After a couple of weeks of low activity, in which buyers and sellers both seemed reluctant to move on price, volumes lifted significantly in the spot uranium market last week. Industry consultant TradeTech reports nine transactions completed totalling 2.3mlbs of U3O8 equivalent, although around half of the transactions involved sales of UF6.

That takes the 2014 year to date volume to 9.6mlbs of U3O8 equivalent, up from 6.7mlbs in the same period last year.

The market has been waiting for some sort of demand-side impact from recent supply-side issues, including operational problems at BHP Billiton ((BHP)) and Rio Tinto ((RIO)) mines and more recently, problems at the Azelik mine in Niger. To that end, buying interest was strong early in the week from both traders and utilities, but by week’s end buyers backed off from paying increasing prices. End-use demand remains discretionary, TradeTech notes, with no sign of pressure to buy at this time.

Prices were thus lower by week’s end than the earlier peak but TradeTech’s weekly spot price indicator is up US50c on the previous week to US$39.00/lb.

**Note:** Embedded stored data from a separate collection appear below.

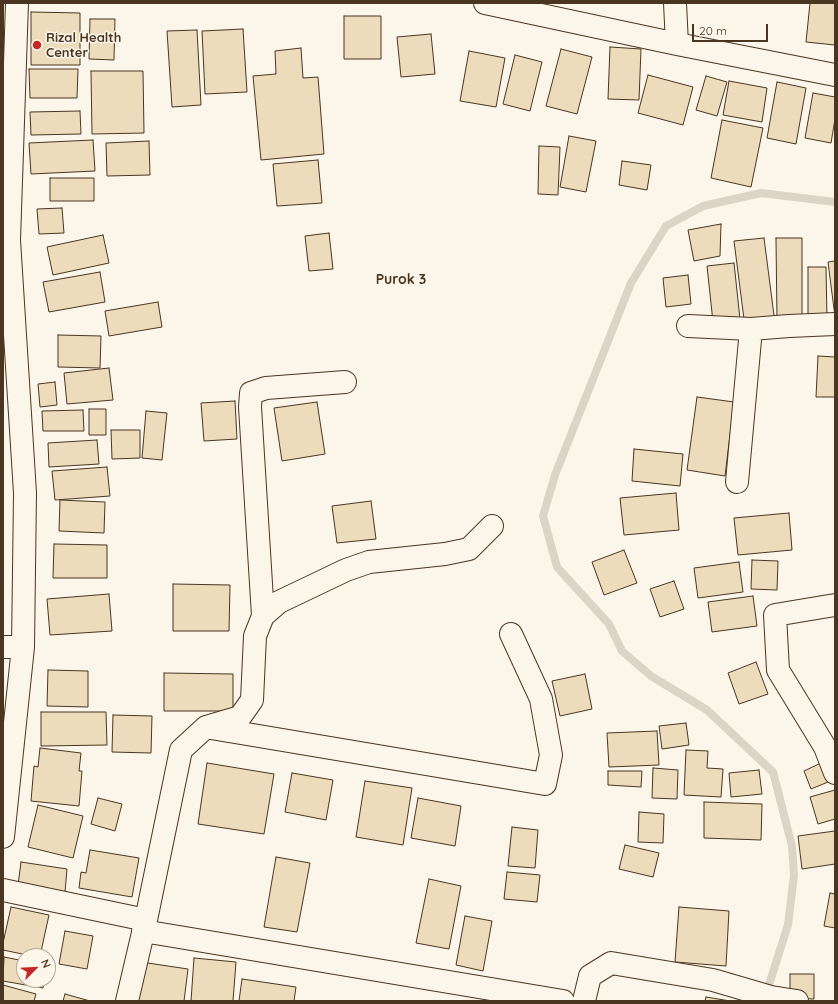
<!DOCTYPE html>
<style>
body{margin:0}
#map{position:relative;width:838px;height:1004px;overflow:hidden;background:#fbf6e9;font-family:Quicksand,sans-serif}
canvas{display:block}
.frame{position:absolute;inset:0;border:4px solid #4a3520;pointer-events:none}
.north{position:absolute;left:16px;top:948px;width:40px;height:40px;box-sizing:border-box;background:#fbf6e9;border:1px solid #b4a999;border-radius:50%;rotate:66deg;font-size:11px;font-weight:700;line-height:16px;text-align:center;color:#4a3520}
.north::after{content:'';display:block;margin:auto;width:14px;height:18px;background:#c62828;clip-path:polygon(50% 0,100% 100%,50% 72%,0 100%)}
.scale{position:absolute;left:692px;top:24px;width:76px;height:18px;box-sizing:border-box;border:2px solid #4a3520;border-top:0;padding-left:5px;font-size:12px;line-height:14px;white-space:nowrap;color:#4a3520;-webkit-text-stroke:3px #fbf6e9;paint-order:stroke}
</style>
<div id="map">
<canvas width="838" height="1004"></canvas>
<div class="frame"></div>
<div class="north">N</div>
<div class="scale">20 m</div>
</div>
<script>
const ctx = document.querySelector('canvas').getContext('2d');
ctx.lineJoin = 'round';
const toPath = rows => new Path2D(rows.map(r => 'M' + r).join(''));
function stroke(path, color, width, dash) { ctx.strokeStyle = color; ctx.lineWidth = width; ctx.lineCap = dash ? 'butt' : 'round'; ctx.setLineDash(dash || []); ctx.stroke(path); }
function paint(path, color) { ctx.fillStyle = color; ctx.fill(path, 'evenodd'); }
function drawText(font, color, halo, rows, align = 'center') {
  ctx.font = font + ' Quicksand,sans-serif'; ctx.lineWidth = 3; ctx.setLineDash([]); ctx.textBaseline = 'middle'; ctx.strokeStyle = halo; ctx.fillStyle = color; for (const [text, x, y, turn = 0] of rows) {
    ctx.save(); ctx.translate(x, y); ctx.rotate((+turn || 0) * Math.PI / 180); ctx.textAlign = isNaN(turn) ? turn : align; if (halo) ctx.strokeText(text, 0, 0); ctx.fillText(text, 0, 0); ctx.restore();
  }
}
const stream = toPath([
 [766,994,788,925,794,875,792,846,773,772,707,710,651,676,622,651,609,624,557,567,543,516,555,475,631,283,666,226,703,206,761,193,835,202]
]);
const building = toPath([
 [810,3,835,3,835,45,806,42,810,3],
 [31,12,80,13,80,65,31,65,31,12],
 [344,16,381,16,381,59,344,59,344,16],
 [90,19,115,19,114,60,89,59,90,19],
 [243,29,247,92,205,94,202,31,243,29],
 [197,30,201,105,172,107,167,31,197,30],
 [431,34,435,74,401,77,397,37,431,34],
 [610,47,641,49,639,100,608,99,610,47],
 [301,48,303,78,318,77,324,154,261,160,253,76,276,74,275,51,301,48],
 [561,49,592,57,577,114,546,106,561,49],
 [469,51,505,58,496,107,460,101,469,51],
 [515,55,542,62,530,111,503,104,515,55],
 [29,69,78,69,77,98,30,98,29,69],
 [91,71,143,71,144,133,92,134,91,71],
 [648,75,693,87,683,125,638,113,648,75],
 [706,76,727,82,717,116,696,110,706,76],
 [729,81,767,88,762,122,723,115,729,81],
 [777,82,806,88,796,144,767,138,777,82],
 [813,93,835,97,835,119,831,143,805,138,813,93],
 [80,111,81,134,31,135,30,112,80,111],
 [722,120,763,128,751,187,711,178,722,120],
 [569,136,596,141,586,192,560,187,569,136],
 [93,140,95,171,31,174,29,143,93,140],
 [149,141,150,175,107,176,106,143,149,141],
 [539,146,560,147,558,195,538,194,539,146],
 [318,160,322,203,277,206,273,164,318,160],
 [622,161,651,165,647,190,619,185,622,161],
 [50,178,94,178,94,201,50,201,50,178],
 [62,208,64,233,39,234,37,209,62,208],
 [721,224,720,256,694,261,688,230,721,224],
 [329,233,333,269,309,271,305,236,329,233],
 [103,235,109,263,53,275,47,247,103,235],
 [764,238,775,323,745,327,734,241,764,238],
 [776,238,802,238,802,321,777,321,776,238],
 [835,261,835,317,828,262,835,261],
 [734,263,740,319,713,322,707,266,734,263],
 [808,267,826,267,827,320,808,321,808,267],
 [100,272,105,302,49,312,43,282,100,272],
 [688,275,691,304,666,307,663,278,688,275],
 [158,302,162,327,109,336,105,311,158,302],
 [58,335,101,336,100,368,58,367,58,335],
 [818,356,835,357,835,397,816,397,818,356],
 [109,368,113,400,67,404,64,373,109,368],
 [55,382,57,405,40,407,38,384,55,382],
 [697,397,734,402,725,476,687,470,697,397],
 [235,401,237,439,204,441,201,403,235,401],
 [317,402,325,454,282,461,274,408,317,402],
 [89,409,106,409,106,435,89,435,89,409],
 [83,410,84,431,43,431,42,411,83,410],
 [146,411,167,413,162,460,142,458,146,411],
 [111,430,140,430,140,458,112,459,111,430],
 [97,440,99,464,49,467,48,443,97,440],
 [634,449,683,454,680,486,632,481,634,449],
 [107,467,110,496,55,500,52,471,107,467],
 [676,493,679,530,624,535,620,498,676,493],
 [60,500,105,502,104,533,59,531,60,500],
 [371,501,376,539,337,543,332,506,371,501],
 [789,513,792,550,738,555,734,518,789,513],
 [54,544,107,545,107,578,53,578,54,544],
 [624,550,637,583,604,595,592,562,624,550],
 [752,560,778,561,777,590,751,589,752,560],
 [739,562,743,592,698,598,694,568,739,562],
 [674,581,684,609,660,617,650,589,674,581],
 [173,584,230,585,229,631,173,631,173,584],
 [109,594,112,631,50,635,47,599,109,594],
 [753,596,757,626,712,632,708,602,753,596],
 [756,662,768,694,739,704,728,673,756,662],
 [48,670,88,671,88,707,47,706,48,670],
 [164,673,233,674,233,711,164,711,164,673],
 [585,674,592,709,560,716,552,681,585,674],
 [41,712,106,712,107,745,41,746,41,712],
 [113,715,152,716,151,753,112,752,113,715],
 [686,723,689,745,662,749,659,726,686,723],
 [657,731,659,765,609,767,607,733,657,731],
 [40,748,81,753,79,771,82,771,79,806,31,801,34,766,38,767,40,748],
 [686,750,708,751,707,768,723,769,721,797,684,795,686,750],
 [207,763,274,774,264,834,198,824,207,763],
 [821,763,828,782,811,789,804,771,821,763],
 [653,768,678,770,677,799,652,798,653,768],
 [759,770,762,794,731,797,729,773,759,770],
 [608,771,642,771,641,787,608,785,608,771],
 [292,773,333,780,326,820,285,812,292,773],
 [365,781,412,788,403,845,356,837,365,781],
 [835,790,835,819,818,824,810,797,835,790],
 [98,798,122,804,115,831,91,824,98,798],
 [418,798,461,806,455,846,411,838,418,798],
 [704,802,762,804,761,840,704,838,704,802],
 [38,805,83,816,73,858,28,847,38,805],
 [639,812,664,814,663,843,638,842,639,812],
 [512,827,538,830,535,868,508,866,512,827],
 [835,831,835,864,802,869,798,836,835,831],
 [625,845,659,853,653,877,619,869,625,845],
 [90,850,139,858,132,897,79,888,81,872,86,873,90,850],
 [276,857,310,863,297,932,264,927,276,857],
 [21,862,67,869,65,892,18,885,21,862],
 [507,872,540,875,537,902,504,899,507,872],
 [429,879,461,886,449,949,416,943,429,879],
 [830,893,835,894,835,928,824,926,830,893],
 [11,907,49,915,40,956,32,956,3,950,3,943,11,907],
 [679,907,729,911,726,966,675,962,679,907],
 [465,916,492,921,483,971,456,965,465,916],
 [65,931,93,936,87,969,59,964,65,931],
 [4,957,24,961,24,980,45,980,43,988,3,981,4,957],
 [194,958,236,962,233,1001,191,1001,194,958],
 [141,962,188,969,184,1001,136,1001,141,962],
 [790,974,814,974,814,999,790,998,790,974],
 [242,979,296,987,294,1001,239,1001,242,979],
 [3,985,36,994,34,1001,3,1001,3,985],
 [65,994,90,1001,63,1001,65,994],
 [706,997,730,1001,705,1001,706,997]
]);
const minor = toPath([
 [485,3,677,44,835,75],
 [675,3,677,44],
 [688,326,751,329,789,326,835,324],
 [737,482,751,329],
 [835,605,775,615,778,670,825,747,835,773],
 [263,616,250,407,251,393,266,388,345,382],
 [3,647,23,647],
 [211,728,545,784,551,755,541,699,511,634],
 [3,837,23,647,25,493,9,240,17,3],
 [3,890,146,920],
 [143,931,563,1001],
 [127,1001,146,920,181,750,206,727,240,717,252,700,255,636,263,616,279,602,346,570,369,562,445,554,469,549,492,526],
 [584,1001,590,976,611,963,713,980,771,997,797,1001]
]);
const markers = [
 [37,45,5,"#c62828"]
];
const poiNames = [
 ["Rizal Health",46,38],
 ["Center",46,53]
];
const neighbourhoodNames = [
 ["Purok 3",401,280]
];
stroke(stream, '#dcd4c6', 8);
paint(building, '#ecdcbc');
stroke(building, '#4a3520', 1);
stroke(minor, '#4a3520', 24);
stroke(minor, '#fbf6e9', 22);
for (const [x, y, r, color] of markers) { const dot = new Path2D(); dot.arc(x, y, r, 0, 2 * Math.PI); ctx.fillStyle = color; ctx.fill(dot); stroke(dot, '#fbf6e9', 1.5); }
drawText('bold 13px', '#4a3520', '#fbf6e9', poiNames, 'left');
drawText('bold 14px', '#4a3520', '#fbf6e9', neighbourhoodNames);
</script>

There were no transactions completed in the term market last week and TradeTech’s term price indicators remain steady at US$42.50/lb (mid) and US$50.00/lb (long).

It’s been a rocky road these past few years for Australian-listed uranium producer Paladin Energy ((PDN)). Having once enjoyed the benefits of sales at rising spot prices, when long established producers were stuck with legacy longer term contract pricing, the collapse in spot prices post-Fukushima proves what goes around, comes around, and Paladin was soon flying very close to the wind as it burned cash at too-low uranium prices.

Equity raisings and debt restructures have followed, and recent improvement in prices has led Paladin management to consider restarting the Kayelekeera mine in Malawi which the company had earlier been forced to place on care and maintenance. However, spot prices are not yet strong enough for Paladin to enjoy positive cash flow, and in a classic case of “can’t take a trick”, the company had just announced further balance sheet repair when a pre-leach thickener at the flagship Langer Heinrich mine in Namibia failed, forcing an 8-12 day shutdown.

Paladin thus expects a production loss of around 100,000lbs in the quarter and has reduced FY15 production guidance accordingly.

The gods are clearly not smiling on Australian-owned uranium production at present.